Sequences must exist in the subscriber; we'll synchronize only their
values. Any sequences that are not present in the subscriber will
trigger an error.

> > 1) CREATE PUBLICATION syntax enhancement:
> > CREATE PUBLICATION ... FOR ALL SEQUENCES;
> > The addition of a new column titled "all sequences" in the
> > pg_publication system table will signify whether the publication is
> > designated as all sequences publication or not.
> >
> > 2)  CREATE SUBSCRIPTION -- no syntax change.
> > Upon creation of a subscription, the following additional steps will
> > be managed by the subscriber:
> > i) The subscriber will retrieve the list of sequences associated with
> > the subscription's publications.
> > ii) For each sequence: a) Retrieve the sequence value from the
> > publisher by invoking the pg_sequence_state function. b) Set the
> > sequence with the value obtained from the publisher. iv) Once the
> > subscription creation is completed, all sequence values will become
> > visible at the subscriber's end.
> >
> > An alternative design approach could involve retrieving the sequence
> > list from the publisher during subscription creation and inserting the
> > sequences with an "init" state into the pg_subscription_rel system
> > table. These tasks could be executed by a single sequence sync worker,
> > which would:
> > i) Retrieve the list of sequences in the "init" state from the
> > pg_subscription_rel system table.
> > ii) Initiate a transaction.
> > iii) For each sequence: a) Obtain the sequence value from the
> > publisher by utilizing the pg_sequence_state function. b) Update the
> > sequence with the value obtained from the publisher.
> > iv) Commit the transaction.
> >
> > The benefit with the second approach is that if there are large number
> > of sequences, the sequence sync can be enhanced to happen in parallel
> > and also if there are any locks held on the sequences in the
> > publisher, the sequence worker can wait to acquire the lock instead of
> > blocking the whole create subscription command which will delay the
> > initial copy of the tables too.
>
> Yeah w.r.t. this point second approach seems better.

ok

> > 3) Refreshing the sequence can be achieved through the existing
> > command: ALTER SUBSCRIPTION ... REFRESH PUBLICATION(no syntax change
> > here).
> > The subscriber identifies stale sequences, meaning sequences present
> > in pg_subscription_rel but absent from the publication, and removes
> > them from the pg_subscription_rel system table. The subscriber also
> > checks for newly added sequences in the publisher and synchronizes
> > their values from the publisher using the steps outlined in the
> > subscription creation process. It's worth noting that previously
> > synchronized sequences won't be synchronized again; the sequence sync
> > will occur solely for the newly added sequences.
>
> > 4) Introducing a new command for refreshing all sequences: ALTER
> > SUBSCRIPTION ... REFRESH PUBLICATION SEQUENCES.
> > The subscriber will remove stale sequences and add newly added
> > sequences from the publisher. Following this, it will re-synchronize
> > the sequence values for all sequences in the updated list from the
> > publisher, following the steps outlined in the subscription creation
> > process.
>
> Okay, this answers my first question: we will remove the sequences
> that are removed from the publisher and add the new sequences. I don't
> see any problem with this, but doesn't it seem like we are effectively
> doing DDL replication only for sequences without having a
> comprehensive plan for overall DDL replication?

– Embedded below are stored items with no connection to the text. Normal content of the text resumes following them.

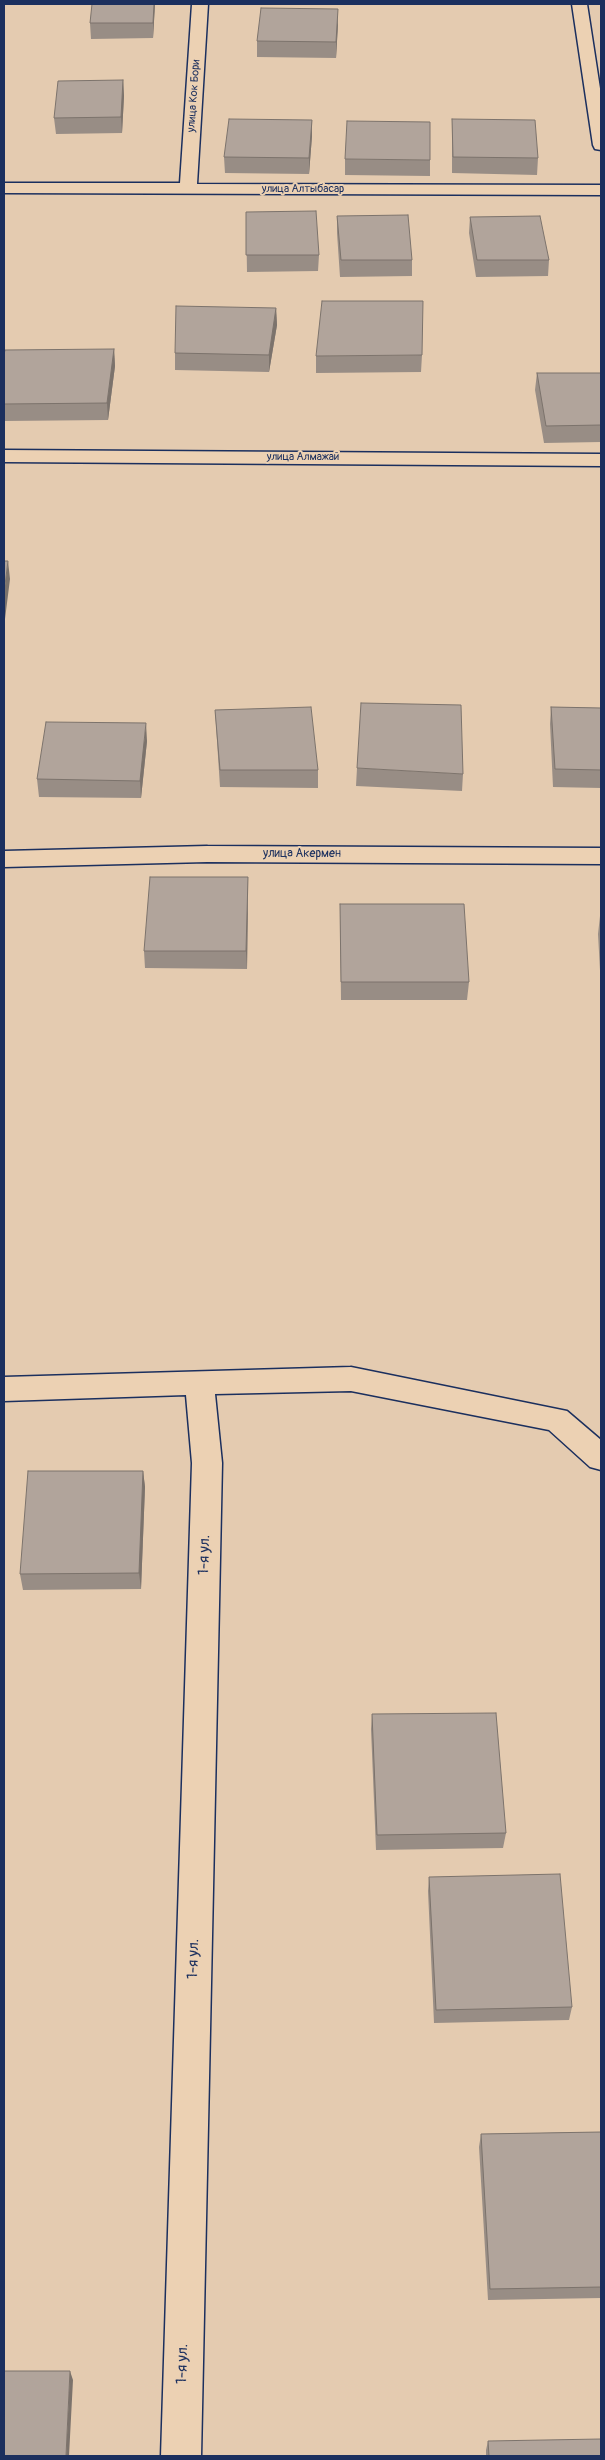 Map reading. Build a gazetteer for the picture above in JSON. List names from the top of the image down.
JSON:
{
  "streets": {
    "street": [
      "улица Кок Бори",
      "улица Алтыбасар",
      "улица Алмажай",
      "улица Акермен",
      "1-я ул."
    ]
  },
  "crossings": [
    ["улица Кок Бори", "улица Алтыбасар"]
  ]
} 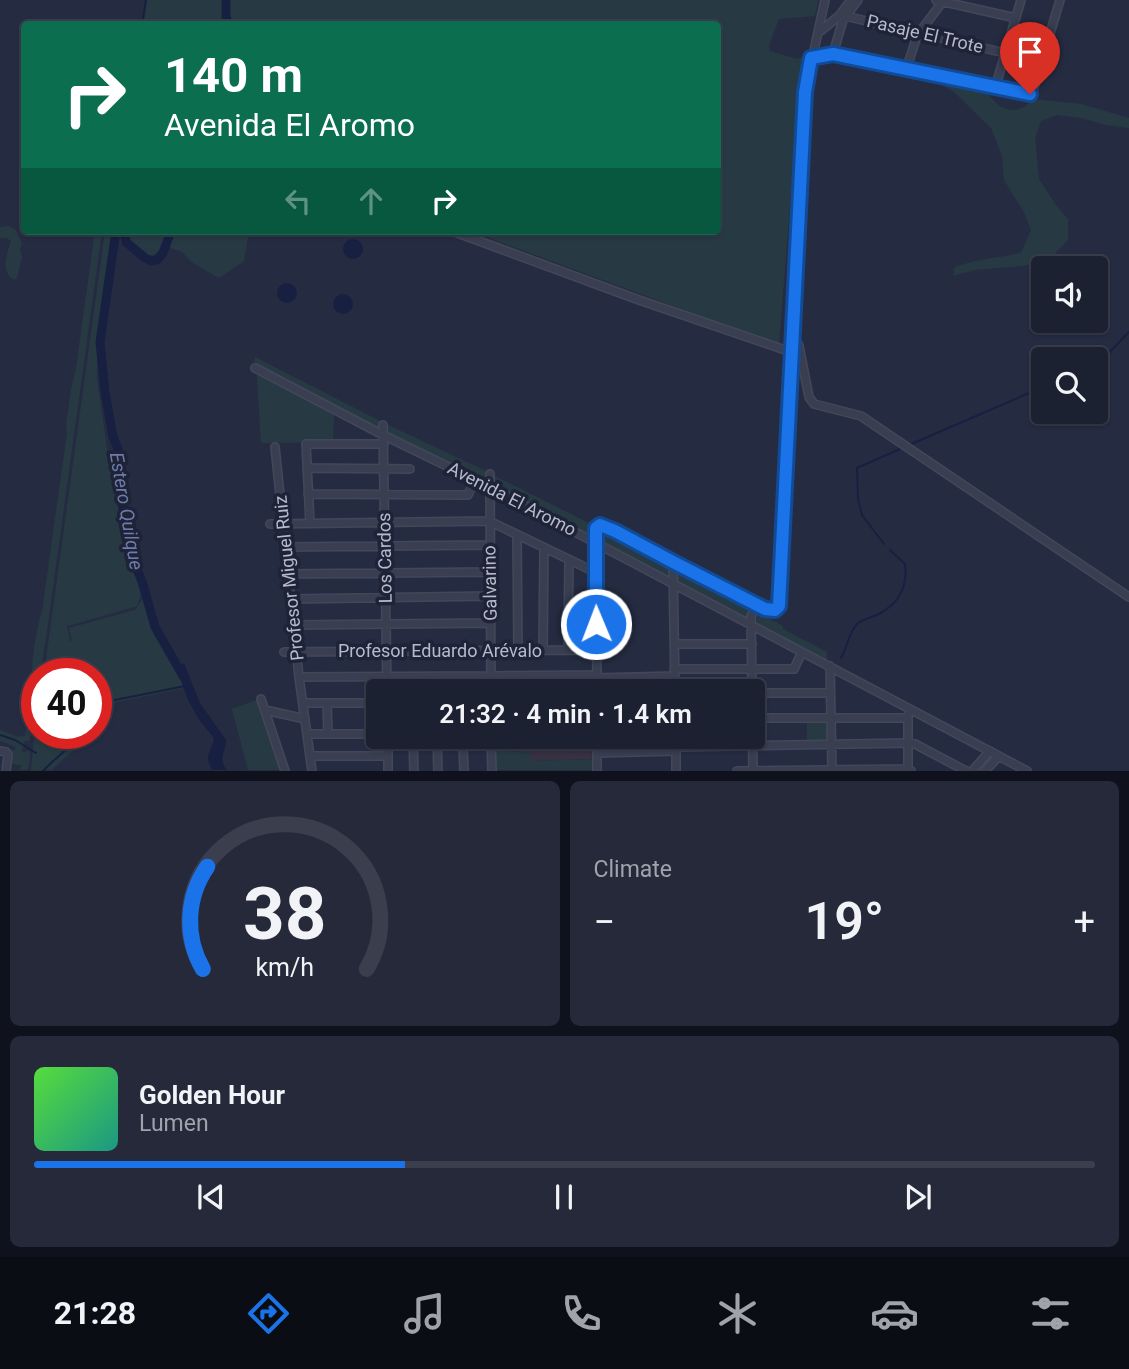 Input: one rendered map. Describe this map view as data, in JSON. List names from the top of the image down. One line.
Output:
{"streets":{"street":["Pasaje El Trote","Avenida El Aromo","Los Cardos","Profesor Miguel Ruiz","Galvarino","Profesor Eduardo Arévalo"]},"crossings":[["Avenida El Aromo","Los Cardos"],["Avenida El Aromo","Galvarino"],["Los Cardos","Profesor Eduardo Arévalo"],["Profesor Miguel Ruiz","Profesor Eduardo Arévalo"],["Galvarino","Profesor Eduardo Arévalo"]],"water":["Estero Quilque"],"page":{"turn":["140 m","Avenida El Aromo"],"limit":"40","trip":"21:32 · 4 min · 1.4 km","tile":"Climate","heat":["−","19°","+"],"song":["Golden Hour","Lumen"],"tabs":"21:28","gauge":["38","km/h"]}}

What I intended to convey is that we'll eliminate the sequences from
pg_subscription_rel. We won't facilitate the DDL replication of
sequences; instead, we anticipate users to create the sequences
themselves.

> > 5) Incorporate the pg_sequence_state function to fetch the sequence
> > value from the publisher, along with the page LSN. Incorporate
> > SetSequence function, which will procure a new relfilenode for the
> > sequence and set the new relfilenode with the specified value. This
> > will facilitate rollback in case of any failures.
>
> I do not understand this point, you mean whenever we are fetching the
> sequence value from the publisher we need to create a new relfilenode
> on the subscriber?  Why not just update the catalog tuple is
> sufficient?  Or this is for handling the ALTER SEQUENCE case?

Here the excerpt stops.